I'm sure you've done this kind of check before. Supposing that you started with the equation 3x2 + 4x = 2 and that you came up with the possible answer x=1. You'd substitute x=1 into this equation:

3(1)^2+4(1)=2. Is this equation true or false?

Answer 33

false

Answer 34

7 doesn't equal 2

Answer 35

Right. That's not important; what is important is that you be able to check your possible solutions by substituting them back into the original equation.

Answer 36

'i did the quadratic formula, and the answer i got was -2+- 2sqrt 10 over 3'

Answer 37

What's your next step?

Answer 38

idk...

Answer 39

What did I just ask you to do, as an example?

Answer 40

just substitute

Answer 41

and i got it wrong

Answer 42

The whole point, Minias, is that if you want to check your possible roots, you'll need to substitute them back into the original equation.
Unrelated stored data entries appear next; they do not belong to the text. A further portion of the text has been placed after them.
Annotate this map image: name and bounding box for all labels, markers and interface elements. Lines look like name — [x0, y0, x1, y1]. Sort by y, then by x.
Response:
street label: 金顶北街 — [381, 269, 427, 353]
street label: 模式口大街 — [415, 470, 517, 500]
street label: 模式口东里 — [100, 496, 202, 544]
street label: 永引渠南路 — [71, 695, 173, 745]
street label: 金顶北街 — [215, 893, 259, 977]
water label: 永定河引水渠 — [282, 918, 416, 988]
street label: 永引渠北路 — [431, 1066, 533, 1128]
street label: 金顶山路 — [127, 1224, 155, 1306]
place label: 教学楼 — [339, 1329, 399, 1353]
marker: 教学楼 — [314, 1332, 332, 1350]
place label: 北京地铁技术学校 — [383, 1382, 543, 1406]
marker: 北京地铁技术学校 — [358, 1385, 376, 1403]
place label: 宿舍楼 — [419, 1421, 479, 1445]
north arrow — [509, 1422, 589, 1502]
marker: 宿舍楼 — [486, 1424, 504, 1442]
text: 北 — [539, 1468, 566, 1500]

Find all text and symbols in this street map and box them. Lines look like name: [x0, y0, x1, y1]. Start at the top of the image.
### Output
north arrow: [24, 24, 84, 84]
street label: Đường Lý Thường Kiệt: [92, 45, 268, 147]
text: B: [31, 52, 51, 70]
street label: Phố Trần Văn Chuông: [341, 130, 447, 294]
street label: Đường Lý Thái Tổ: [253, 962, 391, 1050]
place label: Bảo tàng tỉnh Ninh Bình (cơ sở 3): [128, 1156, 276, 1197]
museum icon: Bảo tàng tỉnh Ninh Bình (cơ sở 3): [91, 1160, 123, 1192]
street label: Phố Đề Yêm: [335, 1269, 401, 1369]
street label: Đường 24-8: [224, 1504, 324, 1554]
Have you tried that with your possible roots \[x=-2+- 2\sqrt 10 \over 3\] or
\[x=\frac{ -2\pm \sqrt{10} }{ 3 }?\]

Answer 43

Your 'x2 + 5x = -2' becomes \[1x^2+5x+2=0\]

Answer 44

oh

Answer 45

...and from this you can see that the coefficients 'a', 'b' and 'c' are 1, 5 and 2.

Answer 46

ahh i think i somewhat got it

Answer 47

I'm sorry, but I was focusing on the wrong problem. This is why I asked you to post each new problem separately.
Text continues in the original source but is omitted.